Competition of ML-systems on linguistic material. How we learned to fill in the gaps

Every year in Moscow, the conference " Dialogue ", in which linguists and data analysis specialists participate. They discuss what a natural language is, how to teach a machine to understand and process it. The conference traditionally held competitions (tracks) Dialogue Evaluation . They can participate as representatives of large companies that create solutions in the field of natural language processing (Natural Language Processing, NLP), and individual researchers. It may seem that if you are a simple student, do you have to deal with the systems that large specialists of large companies have been creating for years. Dialogue Evaluation - this is exactly the case when in the final standings a simple student may be above the eminent company.

This year will be the 9th in a row when Dialogue Evaluation is held at the Dialogue. Every year the number of competitions is different. NLP tasks such as key analysis (Sentiment Analysis), resolution of lexical polysemy (Word Sense Induction), finding typing errors (Automatic Spelling Correction), highlighting entities (Named Entity Recognition), and others have become themes for the tracks.

This year, four groups of organizers prepared the following tracks:

Generate headlines for news articles.
Anaphora and Coreference Resolution.
Morphological analysis on the material of resource languages.
Automatic analysis of one of the types of ellipsis (gapping).

Today we will tell about the last of them: what ellipse is and why teach the car to restore it in the text, how we created the new building, where you can solve this problem, how the competitions themselves went and what results the participants were able to achieve.

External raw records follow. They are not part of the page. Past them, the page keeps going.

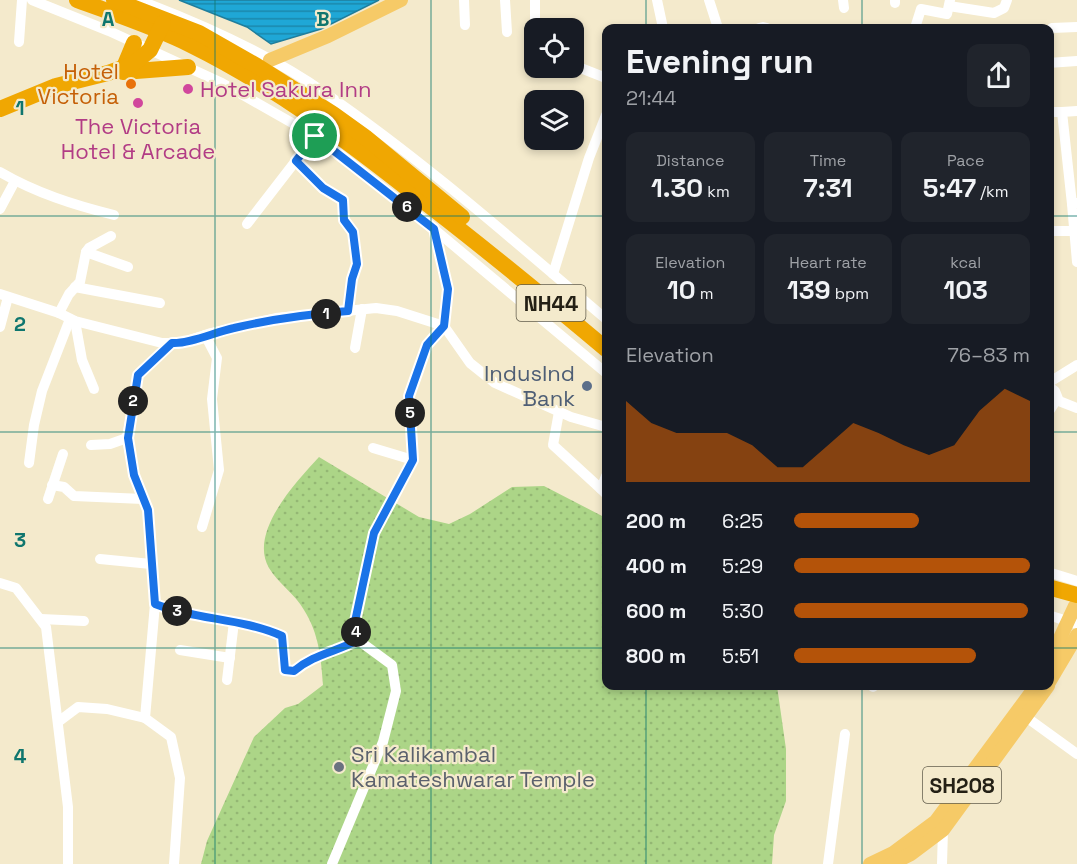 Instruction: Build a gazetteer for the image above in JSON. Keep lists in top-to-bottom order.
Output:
{
  "streets": {
    "highway": ["NH44"],
    "main road": ["SH208"]
  },
  "places": [
    "Hotel Victoria",
    "Hotel Sakura Inn",
    "The Victoria Hotel & Arcade",
    "IndusInd Bank",
    "Sri Kalikambal Kamateshwarar Temple"
  ],
  "page": {
    "heading": ["Evening run", "21:44"],
    "stats": [
      ["Distance", "1.30 km"],
      ["Time", "7:31"],
      ["Pace", "5:47 /km"],
      ["Elevation", "10 m"],
      ["Heart rate", "139 bpm"],
      ["kcal", "103"]
    ],
    "pins": [
      "6",
      "1",
      "2",
      "5",
      "3",
      "4"
    ],
    "chart": ["Elevation", "76–83 m"],
    "list": [
      {
        "name": "200 m",
        "note": "6:25"
      },
      {
        "name": "400 m",
        "note": "5:29"
      },
      {
        "name": "600 m",
        "note": "5:30"
      },
      {
        "name": "800 m",
        "note": "5:51"
      }
    ]
  },
  "grid": {
    "columns": ["A", "B"],
    "rows": [
      "1",
      "2",
      "3",
      "4"
    ]
  }
}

AGRR-2019 (Automatic Gapping Resolution for Russian)

In the fall of 2018, we were faced with a research task related to ellipsis — the intentional omission of a chain of words in a text that can be restored from the context. How to automatically find such a pass in the text and fill it in correctly? It's easy for a native speaker, but teaching this machine is not easy. It quickly became clear that this was good competition material, and we got down to business.
')
The organization of competitions on a new theme has its own characteristics, and in many ways they seem to us to be pluses. One of the main things is the creation of a corpus (a set of markup texts for learning). What should it look like and what volume should it be? For many tasks, there are standards for the presentation of data from which you can build on. So, for example, IO / BIO / IOBES markup schemes were developed for the task of determining named entities , the CONLL format is traditionally used for the tasks of syntactic and morphological parsing, there is no need to invent anything, but you must strictly follow the guidelines.

In our case, we had to assemble the body and formulate the task ourselves.

This is the task ...

Here we will inevitably have to make a popular linguistic introduction about what ellipsis is in general and gapping as one of its types.

Whatever ideas you may hold of a language, it’s hard to argue that the superficial level of expression (text or speech) is not the only one. Said phrase is the tip of the iceberg. Iceberg itself includes a pragmatic assessment, building a syntactic structure, selection of lexical material, and so on. Ellipsis is a phenomenon that beautifully connects the surface level with the deep level. This is the omission of duplicate syntactic structure elements. If we represent the syntactic structure of a sentence in the form of a tree and in this tree it will be possible to select identical subtrees, then often (but not always), in order for the sentence to be natural, duplicate elements are deleted. Such a deletion is called an ellipsis (Example 1).

(1) I was never called back, and I don’t understand why ~~they didn’t call me back~~ .

Gaps obtained by ellipsis can be uniquely restored from the linguistic context. Compare the first example with the second (2), where there is a pass, but what exactly is missing there is not clear. This case is not an ellipse.

(2)

Gapping is one of the frequency types of ellipsis. Consider the example (3) and understand how it works.

(3) I took her for Italian, and his - for the Swede.

In all examples there are more than two sentences (clauses), they are composed among themselves. In the first clause, a verb is present (linguists, rather, they say “predicate”) and its participants accepted : I , her and for Italian . In the second clause there is no pronounced verb, there are only “remnants” (or remnants) that are not syntactically interconnected between him and the Swede , but we understand how the pass is restored.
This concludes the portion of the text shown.